----- RECORDS FOR THIS TASK

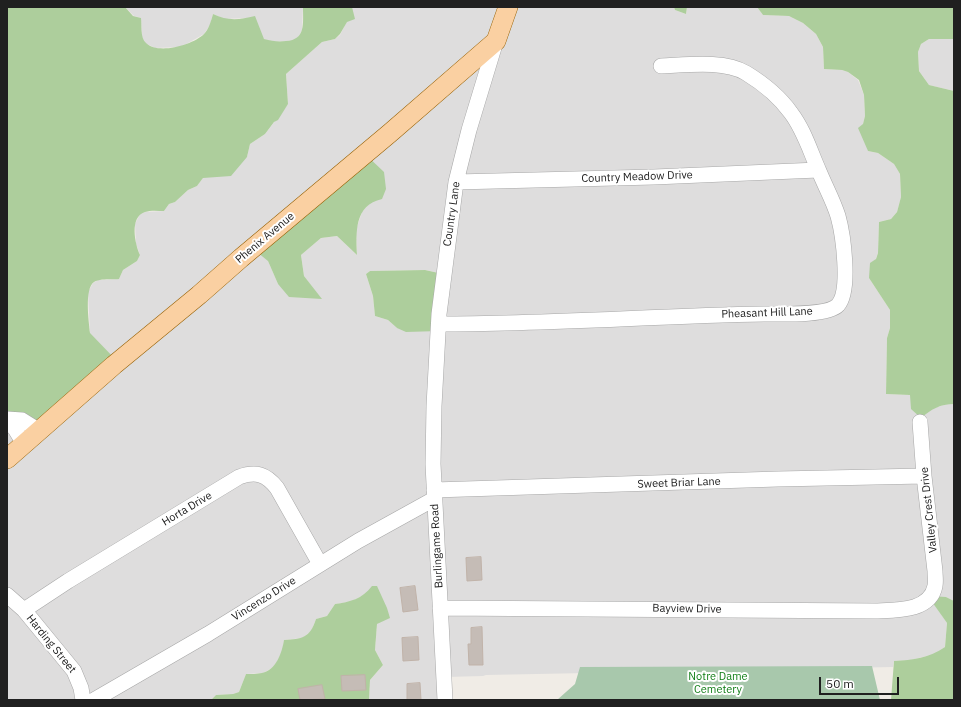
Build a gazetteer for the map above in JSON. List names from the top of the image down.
{
  "streets": {
    "main road": ["Phenix Avenue"],
    "street": [
      "Country Meadow Drive",
      "Country Lane",
      "Pheasant Hill Lane",
      "Sweet Briar Lane",
      "Horta Drive",
      "Valley Crest Drive",
      "Burlingame Road",
      "Vincenzo Drive",
      "Bayview Drive",
      "Harding Street"
    ]
  },
  "crossings": [
    ["Country Meadow Drive", "Country Lane"],
    ["Country Meadow Drive", "Pheasant Hill Lane"],
    ["Country Lane", "Phenix Avenue"],
    ["Country Lane", "Pheasant Hill Lane"],
    ["Country Lane", "Burlingame Road"],
    ["Sweet Briar Lane", "Valley Crest Drive"],
    ["Sweet Briar Lane", "Burlingame Road"],
    ["Sweet Briar Lane", "Vincenzo Drive"],
    ["Horta Drive", "Vincenzo Drive"],
    ["Horta Drive", "Harding Street"],
    ["Valley Crest Drive", "Bayview Drive"],
    ["Burlingame Road", "Vincenzo Drive"],
    ["Burlingame Road", "Bayview Drive"]
  ],
  "parks": ["Notre Dame Cemetery"],
  "scale_bar": "50 m"
}
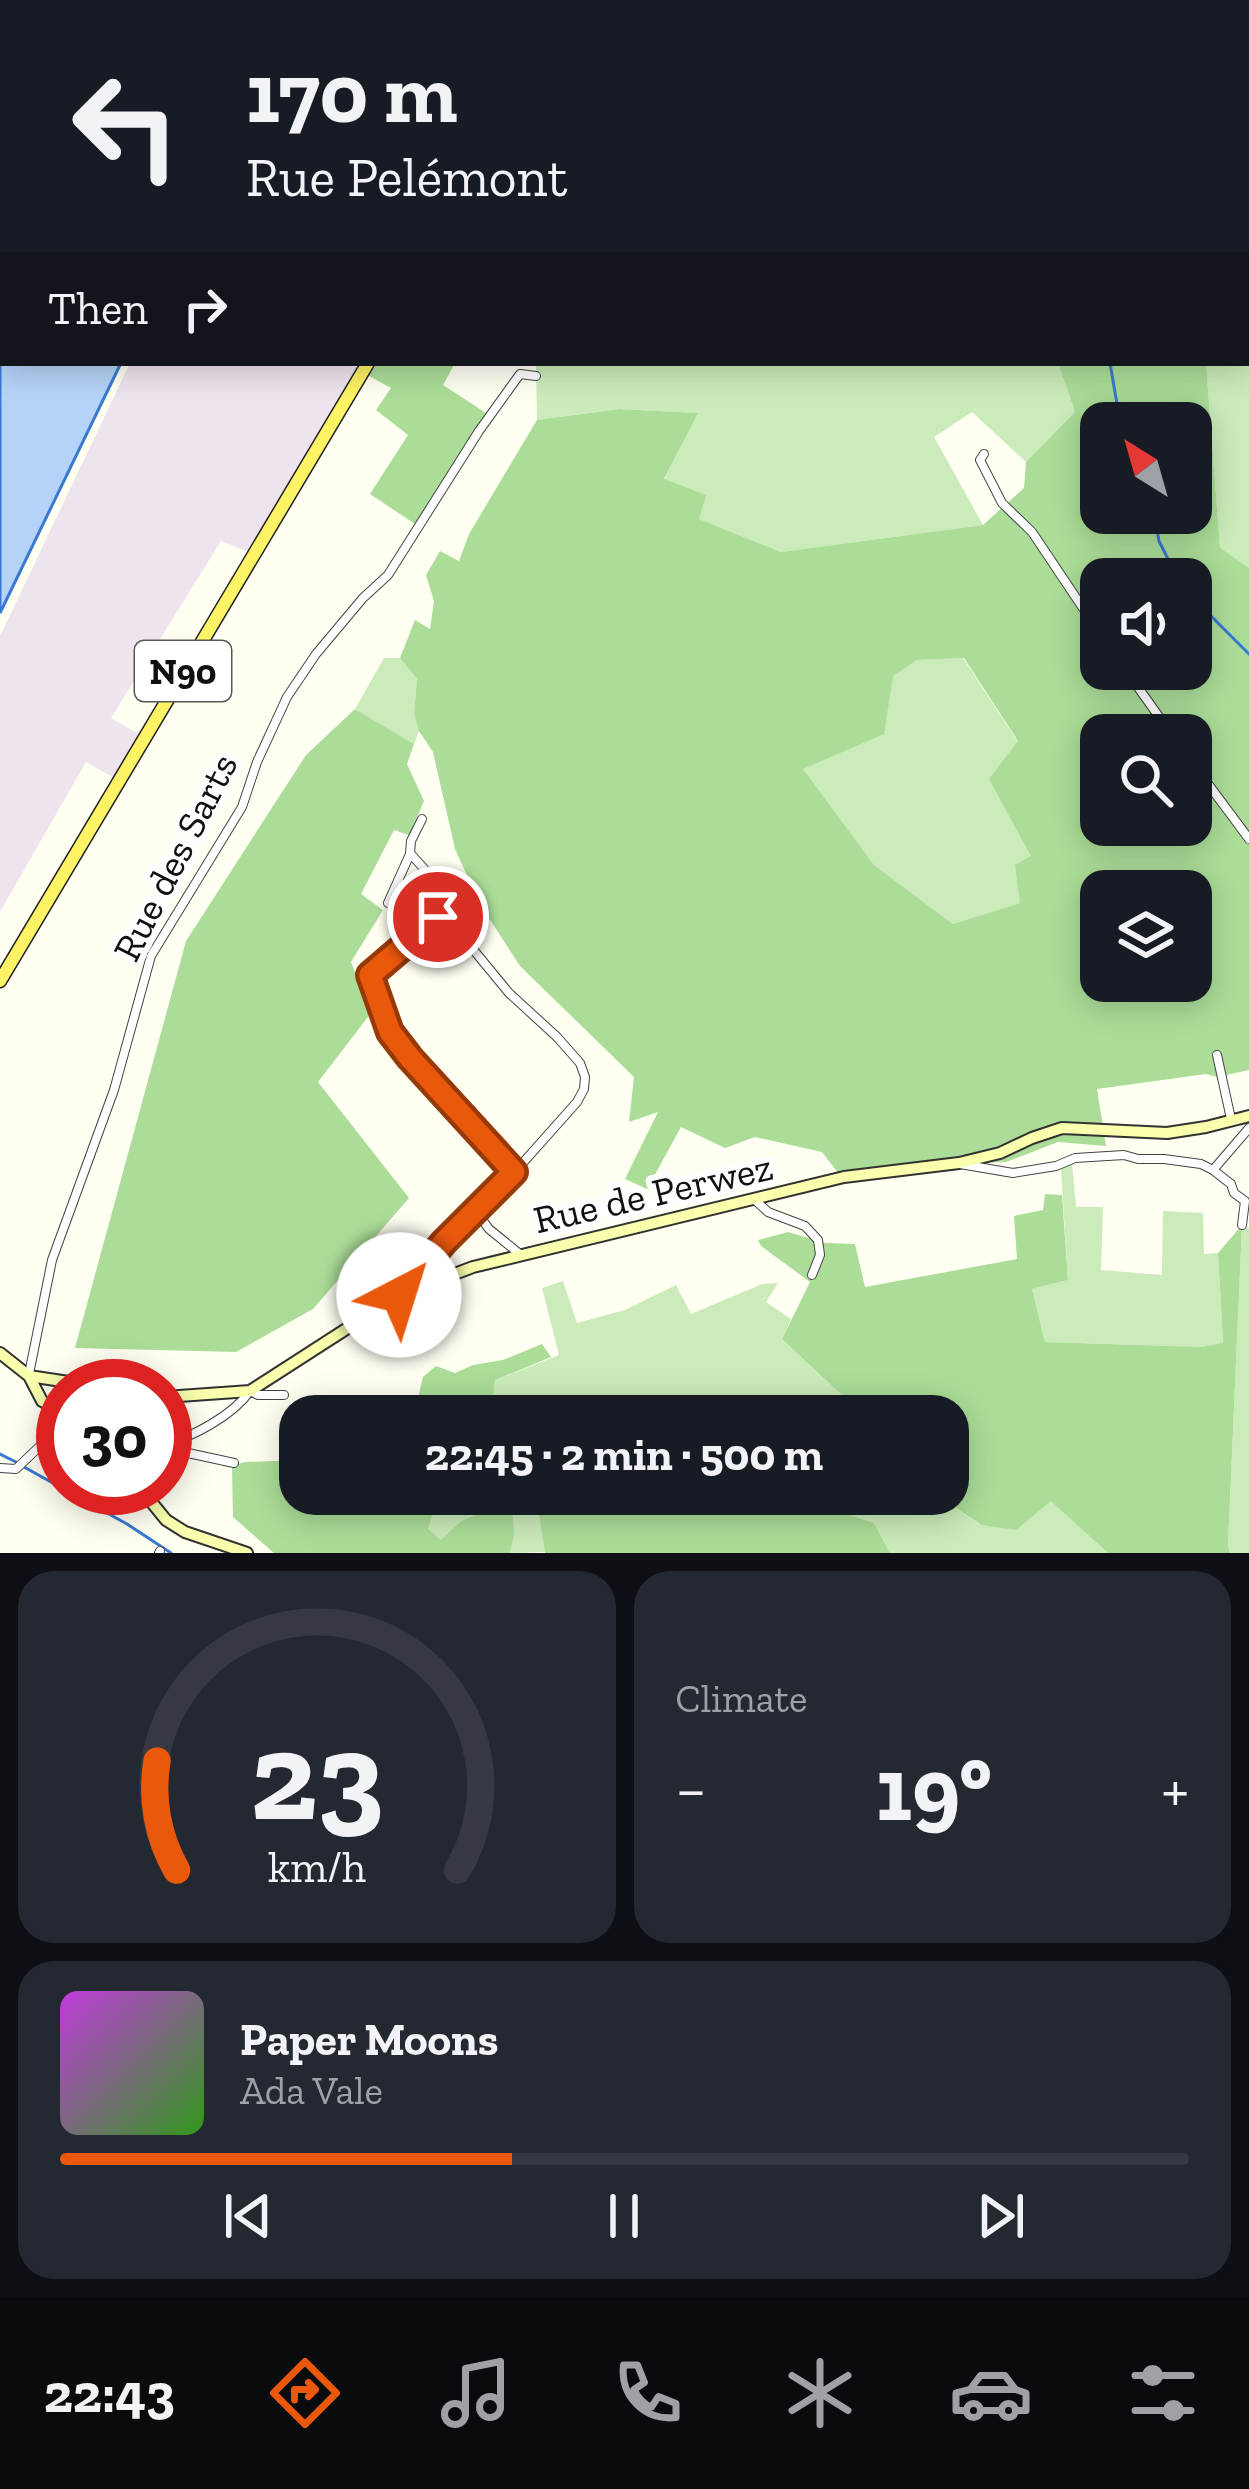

----------

Word for word, repeat each record above; leave out every picture.

Build a gazetteer for the map above in JSON. List names from the top of the image down.
{
  "streets": {
    "main road": ["Phenix Avenue"],
    "street": [
      "Country Meadow Drive",
      "Country Lane",
      "Pheasant Hill Lane",
      "Sweet Briar Lane",
      "Horta Drive",
      "Valley Crest Drive",
      "Burlingame Road",
      "Vincenzo Drive",
      "Bayview Drive",
      "Harding Street"
    ]
  },
  "crossings": [
    ["Country Meadow Drive", "Country Lane"],
    ["Country Meadow Drive", "Pheasant Hill Lane"],
    ["Country Lane", "Phenix Avenue"],
    ["Country Lane", "Pheasant Hill Lane"],
    ["Country Lane", "Burlingame Road"],
    ["Sweet Briar Lane", "Valley Crest Drive"],
    ["Sweet Briar Lane", "Burlingame Road"],
    ["Sweet Briar Lane", "Vincenzo Drive"],
    ["Horta Drive", "Vincenzo Drive"],
    ["Horta Drive", "Harding Street"],
    ["Valley Crest Drive", "Bayview Drive"],
    ["Burlingame Road", "Vincenzo Drive"],
    ["Burlingame Road", "Bayview Drive"]
  ],
  "parks": ["Notre Dame Cemetery"],
  "scale_bar": "50 m"
}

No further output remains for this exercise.